Task goal> Restate every line of the data word for word, except for the images.

╭─ Data provided

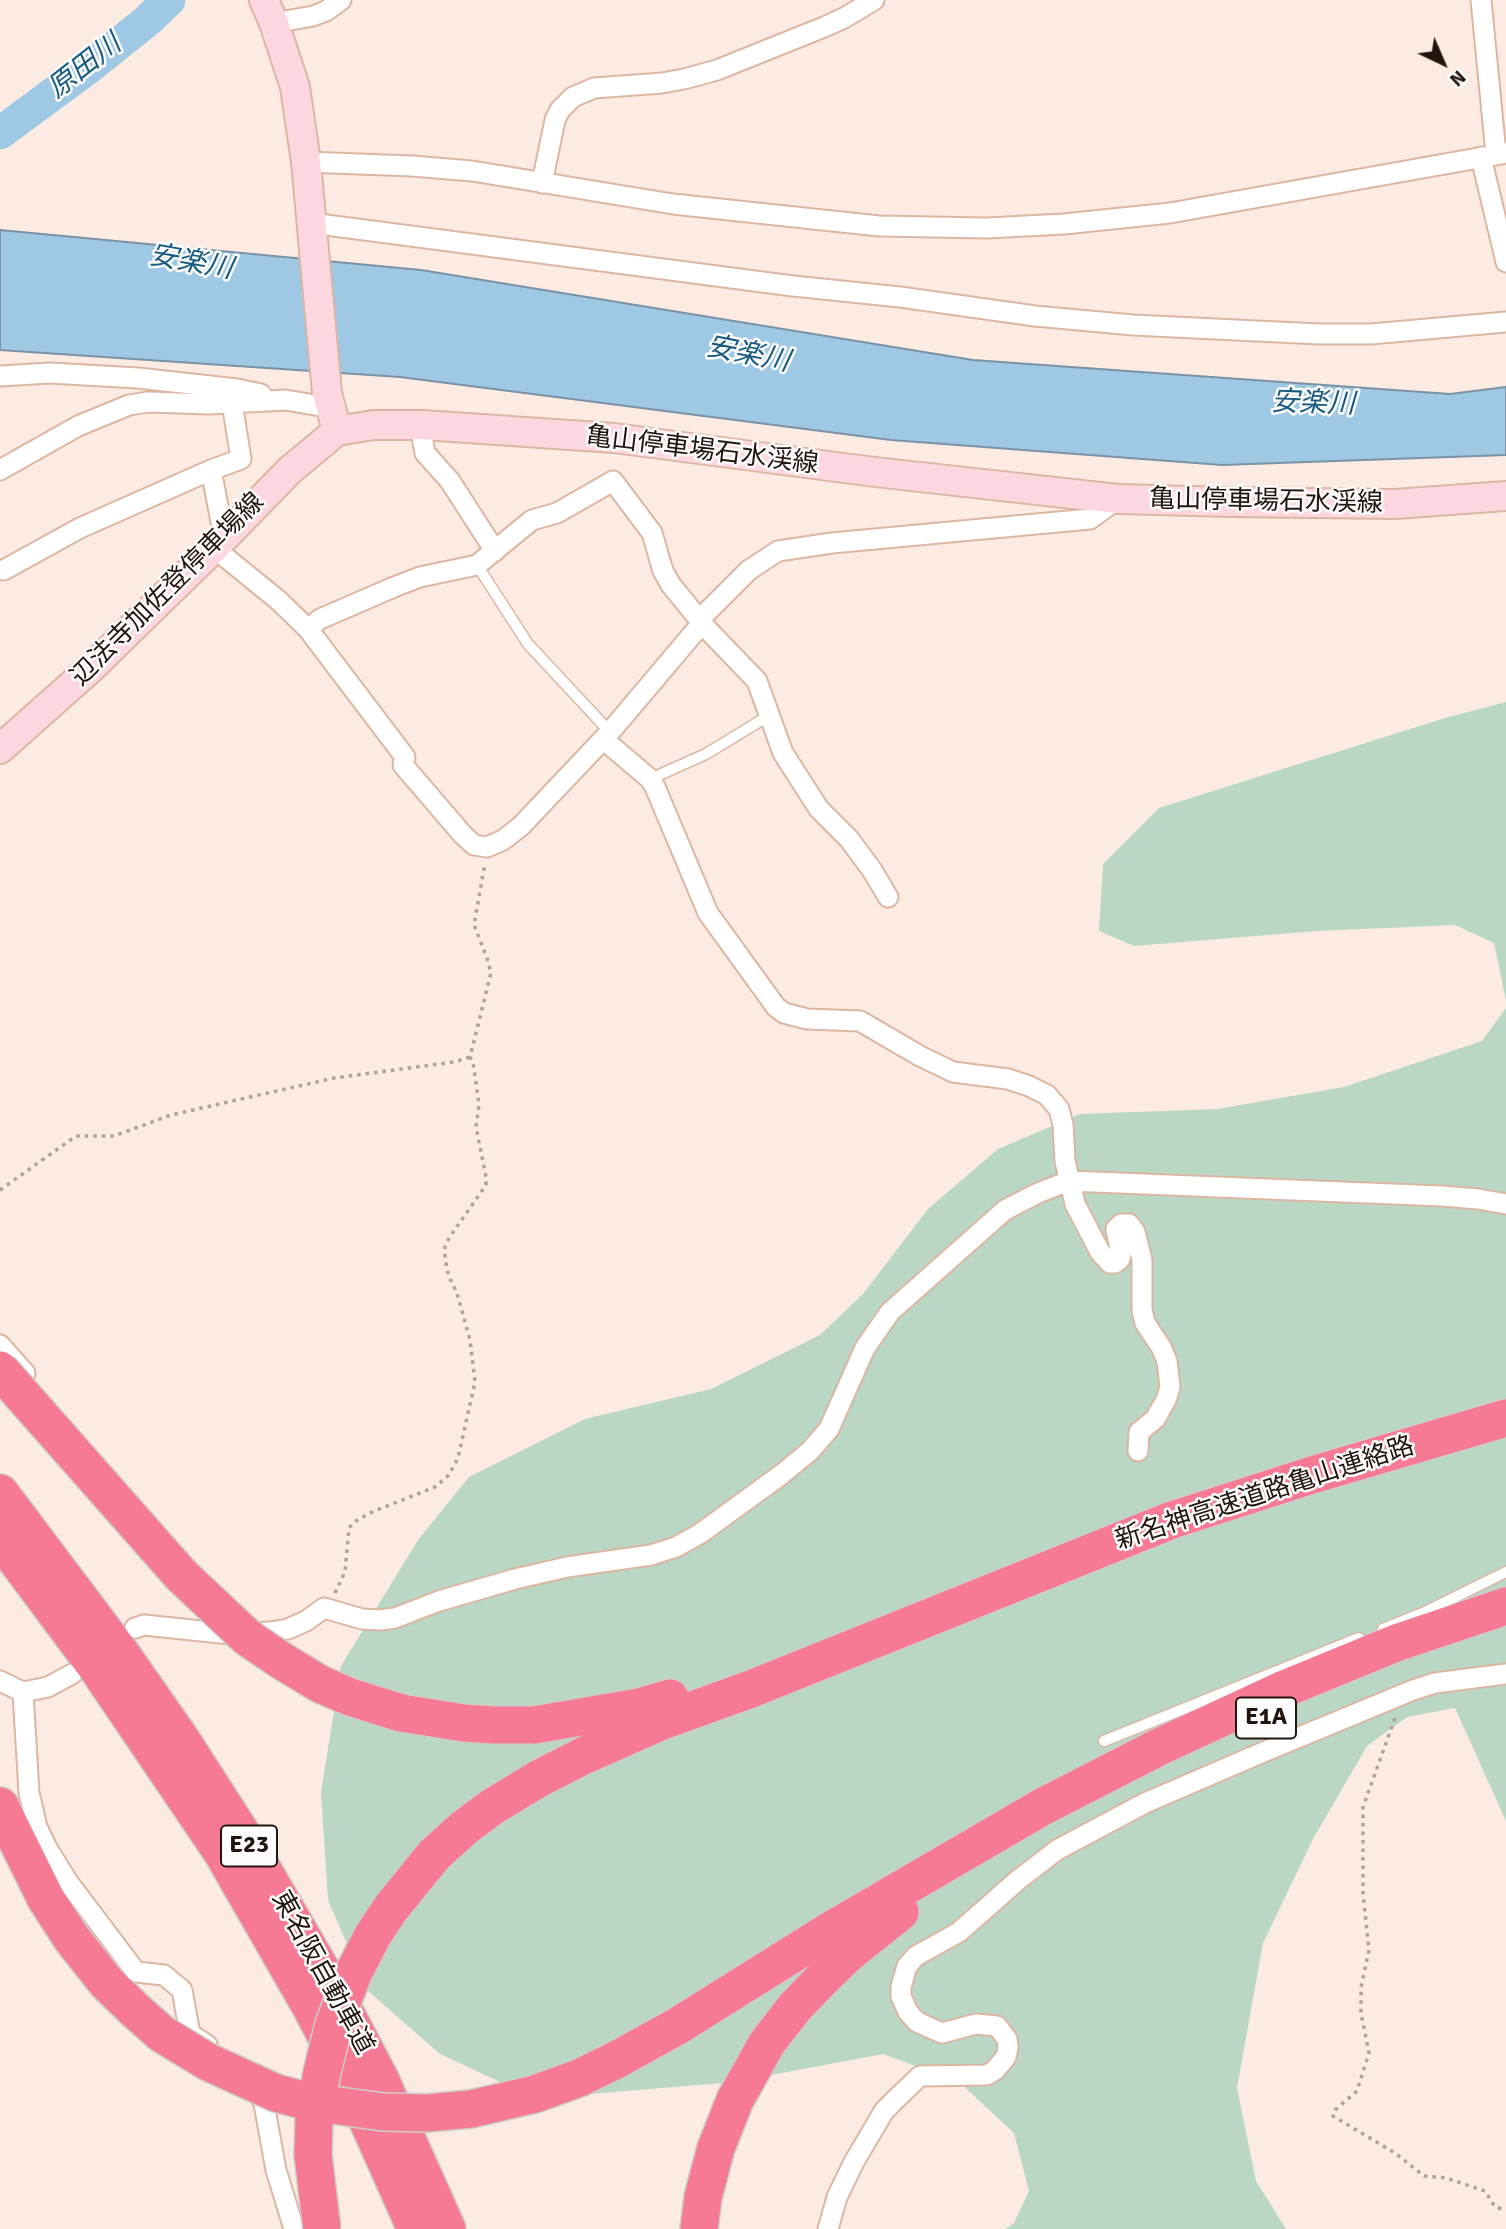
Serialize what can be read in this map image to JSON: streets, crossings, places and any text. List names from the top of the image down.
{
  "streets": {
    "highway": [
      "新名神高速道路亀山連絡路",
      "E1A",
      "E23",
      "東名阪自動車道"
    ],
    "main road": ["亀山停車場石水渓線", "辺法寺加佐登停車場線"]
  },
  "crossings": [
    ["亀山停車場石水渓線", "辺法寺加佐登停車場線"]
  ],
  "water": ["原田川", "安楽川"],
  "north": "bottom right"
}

╰─

Response below>
Serialize what can be read in this map image to JSON: streets, crossings, places and any text. List names from the top of the image down.
{
  "streets": {
    "highway": [
      "新名神高速道路亀山連絡路",
      "E1A",
      "E23",
      "東名阪自動車道"
    ],
    "main road": ["亀山停車場石水渓線", "辺法寺加佐登停車場線"]
  },
  "crossings": [
    ["亀山停車場石水渓線", "辺法寺加佐登停車場線"]
  ],
  "water": ["原田川", "安楽川"],
  "north": "bottom right"
}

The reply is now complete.